Dataset entries -
=== Section Start ===

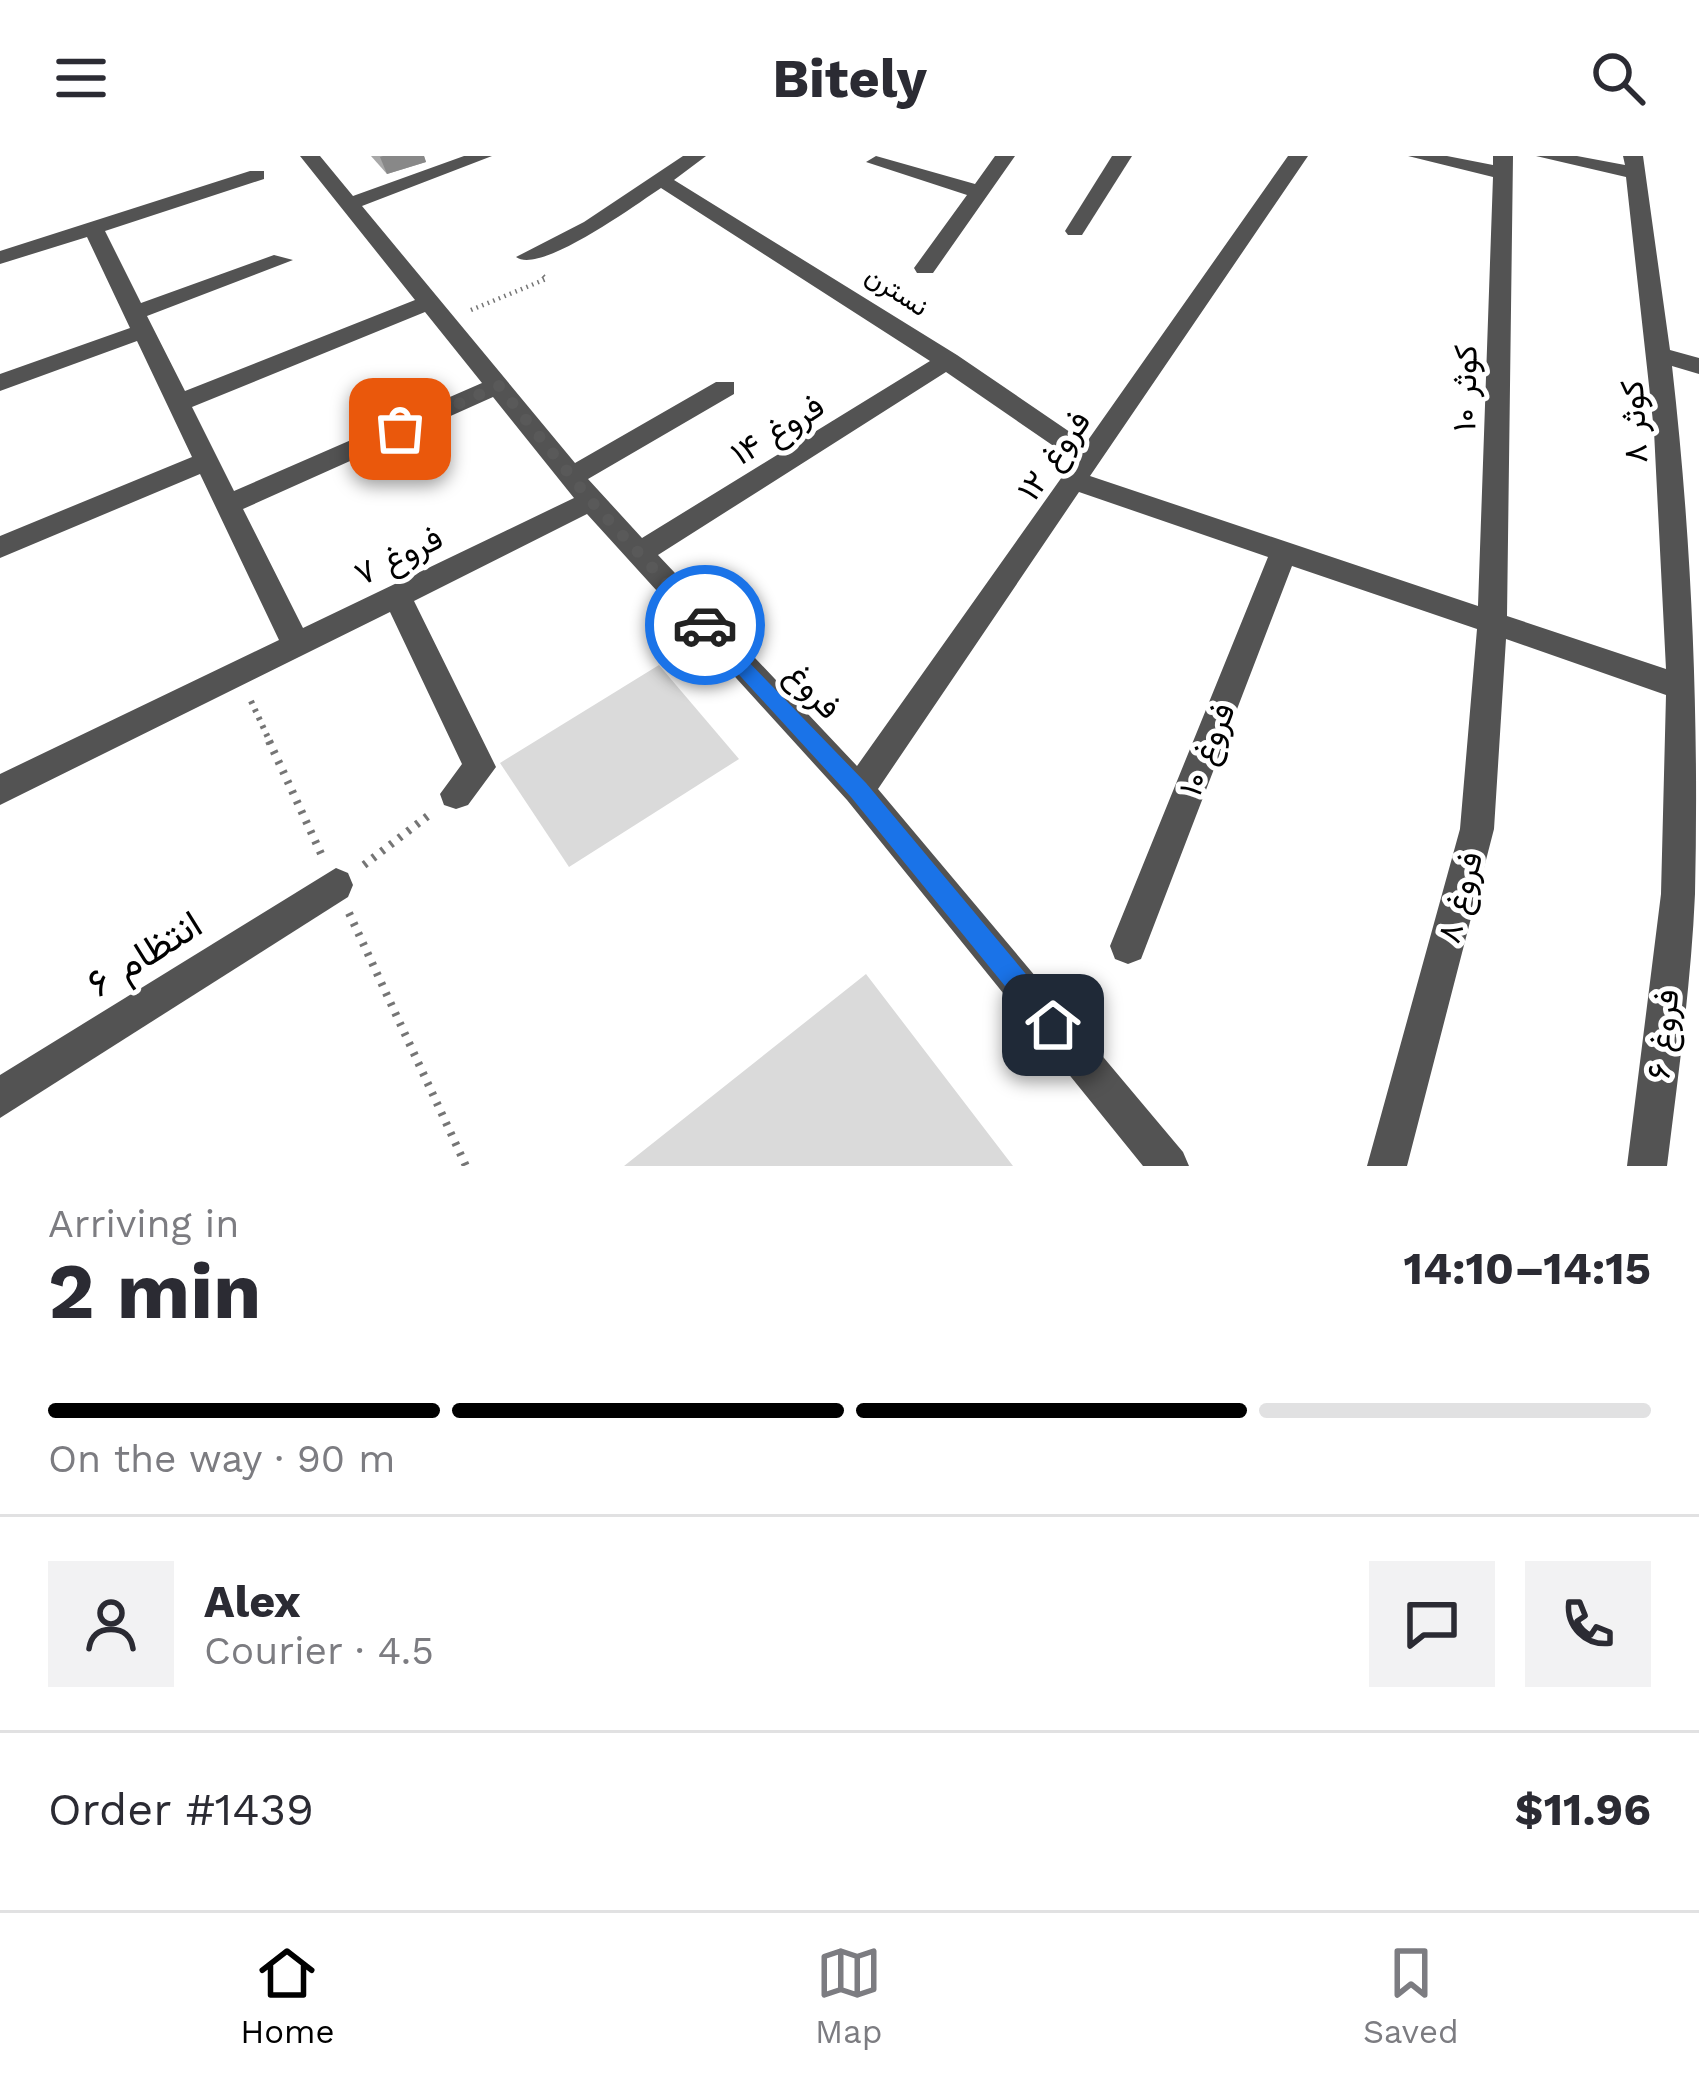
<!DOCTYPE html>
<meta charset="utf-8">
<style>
body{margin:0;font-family:"Work Sans",Vazirmatn,sans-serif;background:#f2f2f3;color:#2b2b33;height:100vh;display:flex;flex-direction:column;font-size:45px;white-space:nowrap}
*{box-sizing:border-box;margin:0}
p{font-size:39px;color:#7c7c81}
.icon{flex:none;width:66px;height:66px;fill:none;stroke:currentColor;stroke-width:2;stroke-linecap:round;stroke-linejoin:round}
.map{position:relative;height:1010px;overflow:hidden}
.panel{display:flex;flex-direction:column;background:#fff;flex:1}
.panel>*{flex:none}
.pin{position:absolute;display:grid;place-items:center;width:102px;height:102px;color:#fff;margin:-51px;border-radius:24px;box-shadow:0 6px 18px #0006}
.courier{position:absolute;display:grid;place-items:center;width:120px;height:120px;margin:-60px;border:9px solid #1a73e8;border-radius:50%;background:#fff;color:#222;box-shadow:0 3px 15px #0007}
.overview em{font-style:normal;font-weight:700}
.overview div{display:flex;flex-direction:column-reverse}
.overview{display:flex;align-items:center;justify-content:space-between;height:204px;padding:0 48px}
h1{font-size:78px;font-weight:700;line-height:90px}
.bar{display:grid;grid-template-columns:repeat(4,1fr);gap:18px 12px;align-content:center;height:144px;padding:0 48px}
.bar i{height:15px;border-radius:9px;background:#e1e1e2}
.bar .active{background:#000}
.bar p{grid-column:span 4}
.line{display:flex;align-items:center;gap:30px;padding:0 48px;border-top:3px solid #e1e1e2}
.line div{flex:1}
.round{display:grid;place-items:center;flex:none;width:126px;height:126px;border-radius:0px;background:#f2f2f3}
header{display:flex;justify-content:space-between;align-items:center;height:156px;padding:0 48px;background:#fff;font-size:54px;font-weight:700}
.dock{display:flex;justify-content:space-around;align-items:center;height:168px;border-top:3px solid #e1e1e2;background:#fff;font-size:33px;color:#7c7c81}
.dock a{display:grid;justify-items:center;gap:6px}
.dock .active{color:#000}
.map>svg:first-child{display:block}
.green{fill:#dadada}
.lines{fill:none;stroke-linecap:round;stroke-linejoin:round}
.path-far2{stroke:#757575;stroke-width:4.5;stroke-dasharray:1.5 4.5;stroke-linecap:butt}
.path-far1{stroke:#757575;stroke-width:6;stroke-dasharray:3 6;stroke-linecap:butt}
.path{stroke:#757575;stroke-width:8;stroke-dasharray:3 8;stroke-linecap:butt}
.minor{fill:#535353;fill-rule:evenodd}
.wall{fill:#a8a8a8}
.shaded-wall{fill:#888}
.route{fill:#1a73e8}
.done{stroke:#595959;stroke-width:12;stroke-dasharray:0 21.6}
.labels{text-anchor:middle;stroke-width:10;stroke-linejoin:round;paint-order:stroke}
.far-street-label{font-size:27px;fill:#000;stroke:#fff}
.street-label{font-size:33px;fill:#000;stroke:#fff}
.near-street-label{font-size:39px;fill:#000;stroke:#fff}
</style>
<header><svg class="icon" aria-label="menu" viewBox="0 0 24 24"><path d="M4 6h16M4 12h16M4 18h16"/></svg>Bitely<svg class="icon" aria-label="search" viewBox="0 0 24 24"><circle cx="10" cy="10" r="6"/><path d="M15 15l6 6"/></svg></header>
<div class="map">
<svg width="1699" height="1010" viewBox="0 0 1699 1010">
<rect width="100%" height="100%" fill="#fff"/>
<g class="green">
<polygon points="659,509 739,603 569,711 500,607"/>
<polygon points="866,818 1013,1010 623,1010 624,1010"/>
</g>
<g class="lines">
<polyline class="path-far2" points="471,154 546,123 541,118"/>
<polyline class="path-far1" points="251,545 271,588"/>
<g class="path">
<polyline points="269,585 323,702"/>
<polyline points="364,709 429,659"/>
<polyline points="349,757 466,1010"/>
</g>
<g class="minor">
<path d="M300,0H320L353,40L464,0H492L362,50L575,307L716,226H734V238L588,323L642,382L930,205L661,32C635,49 540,119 516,101L584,66L683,0H706L674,24L957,199L1086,287L1288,0H1308L1090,320L1478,450L1493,21L1408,0H1447L1493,9V0H1513L1507,460L1666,513L1654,275L1626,21L1536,0H1577L1625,9L1623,0H1643L1670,194L1699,202V218L1672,210C1692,385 1699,562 1695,738C1691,829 1678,920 1667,1010H1627L1661,738L1666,539L1506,483L1494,673L1407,1010H1367L1460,673L1477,473L1292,410L1146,790L1141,803L1128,808L1115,803L1110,790L1268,401L1079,336L878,633L1183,996L1189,1010H1143L847,644L587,358L414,445L496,611L468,649L456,653L444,649L440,638L462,608L390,456L0,649V618L279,484L200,318L0,402V380L192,301L137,185L0,235V218L130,172L87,81L0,108V95L250,15H264V23L105,75L141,147L274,99L293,104L147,160L185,235L415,144ZM425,156L482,227L234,335L192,251ZM946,216L1074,304L857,610L658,399ZM493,241L574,342L303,472L243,353Z"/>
<polygon points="995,0 1015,0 933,117 917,117 914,112 967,39 866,6 876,0 975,28"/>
<polygon points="1112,0 1132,0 1082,79 1068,79 1065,75"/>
<polygon points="336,712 348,717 353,729 348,741 0,962 0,919"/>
</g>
</g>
<polygon class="wall" points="371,0 424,0 426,6 387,18"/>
<polygon class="shaded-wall" points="383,0 424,0 426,6 387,18 380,1"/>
<polygon class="route" points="705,461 866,627 1061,860 1061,878 1044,878 851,641 698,474 698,463"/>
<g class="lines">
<polyline class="done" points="400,273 499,230 591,345 705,469"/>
</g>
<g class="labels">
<g class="far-street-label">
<text transform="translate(897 135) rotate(33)" y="9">نسترن</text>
</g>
<g class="street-label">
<text transform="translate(1464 232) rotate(-89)" y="12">کوثر ۱۰</text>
<text transform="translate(1633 266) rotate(-93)" y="12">کوثر ۸</text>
<text transform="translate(777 273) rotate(-32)" y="12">فروغ ۱۴</text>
<text transform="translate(1053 299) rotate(-55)" y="12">فروغ ۱۲</text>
<text transform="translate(398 399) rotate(-26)" y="12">فروغ ۷</text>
<text transform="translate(814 534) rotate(47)" y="12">فروغ</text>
<text transform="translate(1206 593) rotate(-68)" y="12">فروغ ۱۰</text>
<text transform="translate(1459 741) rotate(-75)" y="12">فروغ ۸</text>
<text transform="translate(1662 878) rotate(-84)" y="12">فروغ ۶</text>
</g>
<g class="near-street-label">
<text transform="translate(144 797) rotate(-32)" y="14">انتظام ۶</text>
</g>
</g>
</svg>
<div class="pin" style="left:400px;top:273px;background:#ea580c"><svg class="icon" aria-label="bag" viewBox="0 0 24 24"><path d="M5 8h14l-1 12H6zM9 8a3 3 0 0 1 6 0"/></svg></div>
<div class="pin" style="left:1053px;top:869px;background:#1f2937"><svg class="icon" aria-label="home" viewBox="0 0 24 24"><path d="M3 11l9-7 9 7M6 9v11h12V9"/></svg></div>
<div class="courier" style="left:705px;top:469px"><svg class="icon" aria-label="car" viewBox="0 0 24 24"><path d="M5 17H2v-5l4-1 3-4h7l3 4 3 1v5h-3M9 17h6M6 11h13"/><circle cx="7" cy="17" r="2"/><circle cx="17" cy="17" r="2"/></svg></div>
</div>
<section class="panel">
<div class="overview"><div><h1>2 min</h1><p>Arriving in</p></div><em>14:10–14:15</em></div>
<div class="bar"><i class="active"></i><i class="active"></i><i class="active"></i><i></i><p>On the way · 90 m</p></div>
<div class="line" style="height:216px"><a class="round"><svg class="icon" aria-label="person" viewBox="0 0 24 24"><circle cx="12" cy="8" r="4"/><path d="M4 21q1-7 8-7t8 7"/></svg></a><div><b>Alex</b><p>Courier · 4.5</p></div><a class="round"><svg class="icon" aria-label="chat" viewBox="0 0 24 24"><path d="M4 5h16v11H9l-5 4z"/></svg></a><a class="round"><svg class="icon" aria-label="phone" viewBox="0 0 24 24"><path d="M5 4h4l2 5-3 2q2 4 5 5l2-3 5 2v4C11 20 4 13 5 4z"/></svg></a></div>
<div class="line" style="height:156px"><div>Order #1439</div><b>$11.96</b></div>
</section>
<nav class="dock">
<a class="active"><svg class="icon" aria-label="home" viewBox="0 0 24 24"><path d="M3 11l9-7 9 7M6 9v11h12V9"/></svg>Home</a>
<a><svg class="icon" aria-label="map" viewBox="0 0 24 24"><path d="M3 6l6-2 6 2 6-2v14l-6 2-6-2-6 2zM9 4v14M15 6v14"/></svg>Map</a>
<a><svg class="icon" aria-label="saved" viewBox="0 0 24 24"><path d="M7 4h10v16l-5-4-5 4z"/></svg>Saved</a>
</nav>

=== Section End ===

Problem to solve - Produce exactly the lines from the one containing "4h4l2 5-3 2q2" through the final line of the records above, both included, and no others.

Answer to the problem -
<div class="line" style="height:216px"><a class="round"><svg class="icon" aria-label="person" viewBox="0 0 24 24"><circle cx="12" cy="8" r="4"/><path d="M4 21q1-7 8-7t8 7"/></svg></a><div><b>Alex</b><p>Courier · 4.5</p></div><a class="round"><svg class="icon" aria-label="chat" viewBox="0 0 24 24"><path d="M4 5h16v11H9l-5 4z"/></svg></a><a class="round"><svg class="icon" aria-label="phone" viewBox="0 0 24 24"><path d="M5 4h4l2 5-3 2q2 4 5 5l2-3 5 2v4C11 20 4 13 5 4z"/></svg></a></div>
<div class="line" style="height:156px"><div>Order #1439</div><b>$11.96</b></div>
</section>
<nav class="dock">
<a class="active"><svg class="icon" aria-label="home" viewBox="0 0 24 24"><path d="M3 11l9-7 9 7M6 9v11h12V9"/></svg>Home</a>
<a><svg class="icon" aria-label="map" viewBox="0 0 24 24"><path d="M3 6l6-2 6 2 6-2v14l-6 2-6-2-6 2zM9 4v14M15 6v14"/></svg>Map</a>
<a><svg class="icon" aria-label="saved" viewBox="0 0 24 24"><path d="M7 4h10v16l-5-4-5 4z"/></svg>Saved</a>
</nav>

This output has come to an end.